ASSIGNMENT: Report each line of the data that includes the word "href".

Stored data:
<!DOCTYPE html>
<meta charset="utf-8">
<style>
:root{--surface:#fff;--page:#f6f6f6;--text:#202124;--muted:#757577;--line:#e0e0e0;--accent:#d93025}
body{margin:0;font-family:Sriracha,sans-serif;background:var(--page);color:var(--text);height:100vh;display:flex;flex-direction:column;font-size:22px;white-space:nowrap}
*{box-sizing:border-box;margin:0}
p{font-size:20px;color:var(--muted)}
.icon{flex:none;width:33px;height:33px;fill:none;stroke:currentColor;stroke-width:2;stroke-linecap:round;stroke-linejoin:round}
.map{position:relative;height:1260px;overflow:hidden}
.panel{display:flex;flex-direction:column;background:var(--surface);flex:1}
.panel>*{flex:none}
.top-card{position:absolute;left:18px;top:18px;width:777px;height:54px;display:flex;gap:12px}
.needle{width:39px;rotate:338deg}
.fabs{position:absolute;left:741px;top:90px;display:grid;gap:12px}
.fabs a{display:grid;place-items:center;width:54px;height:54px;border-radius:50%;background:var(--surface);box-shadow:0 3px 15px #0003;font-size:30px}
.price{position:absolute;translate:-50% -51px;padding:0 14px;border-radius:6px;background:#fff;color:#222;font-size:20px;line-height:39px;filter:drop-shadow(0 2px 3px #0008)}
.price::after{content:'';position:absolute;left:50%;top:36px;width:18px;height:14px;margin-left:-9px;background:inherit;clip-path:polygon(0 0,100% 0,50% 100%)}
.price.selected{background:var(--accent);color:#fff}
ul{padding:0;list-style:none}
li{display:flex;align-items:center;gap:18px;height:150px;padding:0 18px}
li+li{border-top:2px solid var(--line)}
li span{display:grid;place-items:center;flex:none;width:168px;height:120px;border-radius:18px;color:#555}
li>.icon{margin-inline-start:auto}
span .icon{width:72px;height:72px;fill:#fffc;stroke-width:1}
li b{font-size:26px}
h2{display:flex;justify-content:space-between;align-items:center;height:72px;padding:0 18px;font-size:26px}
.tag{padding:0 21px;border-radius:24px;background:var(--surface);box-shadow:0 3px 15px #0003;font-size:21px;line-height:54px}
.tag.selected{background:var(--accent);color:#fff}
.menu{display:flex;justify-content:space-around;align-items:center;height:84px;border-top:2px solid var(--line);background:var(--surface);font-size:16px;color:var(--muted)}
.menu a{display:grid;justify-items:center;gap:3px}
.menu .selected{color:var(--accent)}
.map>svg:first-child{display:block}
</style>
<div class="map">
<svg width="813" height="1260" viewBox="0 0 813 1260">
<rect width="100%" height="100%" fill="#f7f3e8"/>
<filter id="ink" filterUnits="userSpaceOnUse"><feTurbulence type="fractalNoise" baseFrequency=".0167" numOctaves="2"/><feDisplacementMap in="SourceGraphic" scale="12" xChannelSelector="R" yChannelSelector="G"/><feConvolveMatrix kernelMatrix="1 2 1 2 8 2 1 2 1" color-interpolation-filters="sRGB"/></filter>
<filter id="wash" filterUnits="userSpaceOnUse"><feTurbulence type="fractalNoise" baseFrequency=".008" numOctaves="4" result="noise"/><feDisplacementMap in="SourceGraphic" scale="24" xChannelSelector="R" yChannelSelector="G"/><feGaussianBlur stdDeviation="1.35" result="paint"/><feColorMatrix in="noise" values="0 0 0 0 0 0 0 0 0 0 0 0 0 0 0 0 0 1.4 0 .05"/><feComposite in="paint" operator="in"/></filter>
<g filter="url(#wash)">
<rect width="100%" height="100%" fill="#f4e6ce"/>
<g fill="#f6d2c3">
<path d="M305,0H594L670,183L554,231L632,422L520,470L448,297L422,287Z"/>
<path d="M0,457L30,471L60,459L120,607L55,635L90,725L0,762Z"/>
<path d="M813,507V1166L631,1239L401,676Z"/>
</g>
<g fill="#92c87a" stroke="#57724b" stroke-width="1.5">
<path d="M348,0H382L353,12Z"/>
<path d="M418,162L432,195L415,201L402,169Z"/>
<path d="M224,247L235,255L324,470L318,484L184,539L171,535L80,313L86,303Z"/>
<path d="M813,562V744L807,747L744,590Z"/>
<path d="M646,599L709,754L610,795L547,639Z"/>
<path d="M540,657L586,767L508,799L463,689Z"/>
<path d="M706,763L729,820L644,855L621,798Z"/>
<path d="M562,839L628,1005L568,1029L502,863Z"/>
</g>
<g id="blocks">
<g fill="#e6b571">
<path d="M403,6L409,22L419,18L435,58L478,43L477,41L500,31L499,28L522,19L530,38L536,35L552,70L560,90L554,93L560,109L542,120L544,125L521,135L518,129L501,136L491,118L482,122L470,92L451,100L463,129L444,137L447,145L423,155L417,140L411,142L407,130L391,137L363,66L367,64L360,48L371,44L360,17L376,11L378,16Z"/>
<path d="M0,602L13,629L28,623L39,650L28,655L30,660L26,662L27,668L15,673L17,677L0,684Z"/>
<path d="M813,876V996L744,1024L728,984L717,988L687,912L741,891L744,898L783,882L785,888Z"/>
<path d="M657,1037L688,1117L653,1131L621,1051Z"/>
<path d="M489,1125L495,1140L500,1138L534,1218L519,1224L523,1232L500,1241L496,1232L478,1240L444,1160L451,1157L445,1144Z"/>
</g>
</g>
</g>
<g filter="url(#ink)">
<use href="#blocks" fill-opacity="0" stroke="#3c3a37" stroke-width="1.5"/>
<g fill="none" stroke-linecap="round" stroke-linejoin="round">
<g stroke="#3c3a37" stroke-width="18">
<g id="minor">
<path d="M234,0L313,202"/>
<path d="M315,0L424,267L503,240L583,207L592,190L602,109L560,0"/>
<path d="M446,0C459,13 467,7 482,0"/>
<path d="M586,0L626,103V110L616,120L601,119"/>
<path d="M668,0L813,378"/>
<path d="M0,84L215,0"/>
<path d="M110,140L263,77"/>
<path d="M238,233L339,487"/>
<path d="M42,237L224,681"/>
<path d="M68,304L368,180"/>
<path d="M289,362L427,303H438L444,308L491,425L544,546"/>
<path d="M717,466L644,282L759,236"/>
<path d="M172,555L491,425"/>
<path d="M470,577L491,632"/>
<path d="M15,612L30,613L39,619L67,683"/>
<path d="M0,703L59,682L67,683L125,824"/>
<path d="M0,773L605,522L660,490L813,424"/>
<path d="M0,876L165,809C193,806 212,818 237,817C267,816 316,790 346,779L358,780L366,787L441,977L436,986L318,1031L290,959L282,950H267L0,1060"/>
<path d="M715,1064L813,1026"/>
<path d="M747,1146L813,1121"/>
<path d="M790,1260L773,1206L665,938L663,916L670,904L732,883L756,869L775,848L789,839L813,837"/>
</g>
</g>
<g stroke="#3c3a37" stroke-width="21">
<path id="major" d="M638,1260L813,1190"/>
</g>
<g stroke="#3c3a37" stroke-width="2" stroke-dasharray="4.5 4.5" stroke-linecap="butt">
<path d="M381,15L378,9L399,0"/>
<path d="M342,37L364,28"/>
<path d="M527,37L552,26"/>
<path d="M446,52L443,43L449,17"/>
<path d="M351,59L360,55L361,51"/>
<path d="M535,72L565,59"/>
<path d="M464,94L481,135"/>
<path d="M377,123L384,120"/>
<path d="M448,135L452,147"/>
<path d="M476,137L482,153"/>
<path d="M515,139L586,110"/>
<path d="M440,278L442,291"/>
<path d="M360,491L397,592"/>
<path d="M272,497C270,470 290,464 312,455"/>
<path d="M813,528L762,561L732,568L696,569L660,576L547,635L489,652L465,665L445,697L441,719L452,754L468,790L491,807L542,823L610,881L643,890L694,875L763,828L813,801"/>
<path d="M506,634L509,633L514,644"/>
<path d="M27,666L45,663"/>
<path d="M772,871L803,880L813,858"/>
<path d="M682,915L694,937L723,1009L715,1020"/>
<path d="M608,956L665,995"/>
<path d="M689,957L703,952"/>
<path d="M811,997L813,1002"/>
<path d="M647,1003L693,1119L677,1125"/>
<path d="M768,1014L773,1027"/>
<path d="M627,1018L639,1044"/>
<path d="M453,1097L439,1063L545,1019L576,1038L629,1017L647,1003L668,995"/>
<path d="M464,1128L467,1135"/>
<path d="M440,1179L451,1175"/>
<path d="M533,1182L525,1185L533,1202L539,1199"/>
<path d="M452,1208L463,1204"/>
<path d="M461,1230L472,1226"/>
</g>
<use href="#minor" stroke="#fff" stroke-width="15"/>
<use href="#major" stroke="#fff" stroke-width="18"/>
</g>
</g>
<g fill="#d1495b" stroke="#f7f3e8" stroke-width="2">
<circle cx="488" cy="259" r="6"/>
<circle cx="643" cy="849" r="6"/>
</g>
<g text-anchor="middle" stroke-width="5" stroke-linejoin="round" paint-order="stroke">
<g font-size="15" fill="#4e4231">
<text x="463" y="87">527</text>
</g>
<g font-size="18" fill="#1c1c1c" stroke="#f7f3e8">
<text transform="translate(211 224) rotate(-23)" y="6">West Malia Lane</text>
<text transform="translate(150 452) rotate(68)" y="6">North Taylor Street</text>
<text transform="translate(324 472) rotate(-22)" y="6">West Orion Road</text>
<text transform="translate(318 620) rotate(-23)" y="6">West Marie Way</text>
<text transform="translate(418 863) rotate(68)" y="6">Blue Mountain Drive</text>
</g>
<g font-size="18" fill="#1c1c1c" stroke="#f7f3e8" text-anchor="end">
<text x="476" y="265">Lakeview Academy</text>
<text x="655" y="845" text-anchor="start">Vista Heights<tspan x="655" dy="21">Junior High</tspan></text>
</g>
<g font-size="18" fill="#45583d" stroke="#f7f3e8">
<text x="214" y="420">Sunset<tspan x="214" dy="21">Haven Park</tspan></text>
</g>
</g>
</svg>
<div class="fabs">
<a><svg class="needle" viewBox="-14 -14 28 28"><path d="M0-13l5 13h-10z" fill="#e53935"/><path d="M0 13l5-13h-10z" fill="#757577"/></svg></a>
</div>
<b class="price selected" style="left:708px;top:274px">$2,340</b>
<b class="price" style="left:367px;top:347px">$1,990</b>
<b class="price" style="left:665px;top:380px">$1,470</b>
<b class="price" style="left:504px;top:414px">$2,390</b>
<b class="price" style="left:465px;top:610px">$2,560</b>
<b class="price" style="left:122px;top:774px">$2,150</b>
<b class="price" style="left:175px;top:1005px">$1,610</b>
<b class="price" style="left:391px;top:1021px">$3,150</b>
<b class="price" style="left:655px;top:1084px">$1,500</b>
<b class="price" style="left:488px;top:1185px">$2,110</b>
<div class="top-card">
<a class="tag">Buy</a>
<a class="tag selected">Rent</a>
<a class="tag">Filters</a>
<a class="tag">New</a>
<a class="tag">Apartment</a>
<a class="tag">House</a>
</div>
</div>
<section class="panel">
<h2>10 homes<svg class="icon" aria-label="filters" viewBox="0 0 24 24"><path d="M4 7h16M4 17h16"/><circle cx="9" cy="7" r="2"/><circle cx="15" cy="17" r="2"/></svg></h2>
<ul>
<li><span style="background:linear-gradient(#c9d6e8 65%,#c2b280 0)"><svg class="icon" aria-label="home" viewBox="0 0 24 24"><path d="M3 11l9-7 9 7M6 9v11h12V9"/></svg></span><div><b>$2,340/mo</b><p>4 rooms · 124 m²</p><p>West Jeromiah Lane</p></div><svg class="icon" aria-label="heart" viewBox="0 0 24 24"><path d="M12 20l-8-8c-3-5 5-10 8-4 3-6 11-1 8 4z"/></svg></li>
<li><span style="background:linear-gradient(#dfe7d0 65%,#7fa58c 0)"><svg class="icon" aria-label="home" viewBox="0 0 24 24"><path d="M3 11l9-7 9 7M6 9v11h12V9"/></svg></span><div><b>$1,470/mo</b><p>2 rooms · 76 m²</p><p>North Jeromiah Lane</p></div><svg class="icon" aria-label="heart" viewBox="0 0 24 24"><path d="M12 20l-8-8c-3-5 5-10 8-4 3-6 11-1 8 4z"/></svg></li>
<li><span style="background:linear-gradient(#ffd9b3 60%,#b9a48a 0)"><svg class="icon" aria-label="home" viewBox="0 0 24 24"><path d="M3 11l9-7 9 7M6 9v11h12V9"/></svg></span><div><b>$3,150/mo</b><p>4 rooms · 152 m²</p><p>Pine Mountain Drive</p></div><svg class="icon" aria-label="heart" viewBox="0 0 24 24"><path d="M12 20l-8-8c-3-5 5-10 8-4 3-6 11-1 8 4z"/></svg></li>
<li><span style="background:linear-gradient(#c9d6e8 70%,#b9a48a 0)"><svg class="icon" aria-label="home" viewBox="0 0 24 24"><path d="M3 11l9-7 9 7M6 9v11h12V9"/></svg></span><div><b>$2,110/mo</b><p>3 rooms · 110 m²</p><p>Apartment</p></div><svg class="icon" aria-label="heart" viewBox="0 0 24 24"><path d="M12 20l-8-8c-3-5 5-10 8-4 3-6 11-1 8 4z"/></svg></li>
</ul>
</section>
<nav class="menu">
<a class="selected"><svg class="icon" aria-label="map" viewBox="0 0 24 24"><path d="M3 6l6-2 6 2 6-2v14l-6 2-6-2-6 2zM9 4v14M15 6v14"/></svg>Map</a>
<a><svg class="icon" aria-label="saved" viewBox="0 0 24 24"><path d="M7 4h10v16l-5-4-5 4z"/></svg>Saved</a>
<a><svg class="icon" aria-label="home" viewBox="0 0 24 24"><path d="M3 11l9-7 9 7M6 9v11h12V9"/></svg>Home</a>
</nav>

WRITTEN SOLUTION:
<use href="#blocks" fill-opacity="0" stroke="#3c3a37" stroke-width="1.5"/>
<use href="#minor" stroke="#fff" stroke-width="15"/>
<use href="#major" stroke="#fff" stroke-width="18"/>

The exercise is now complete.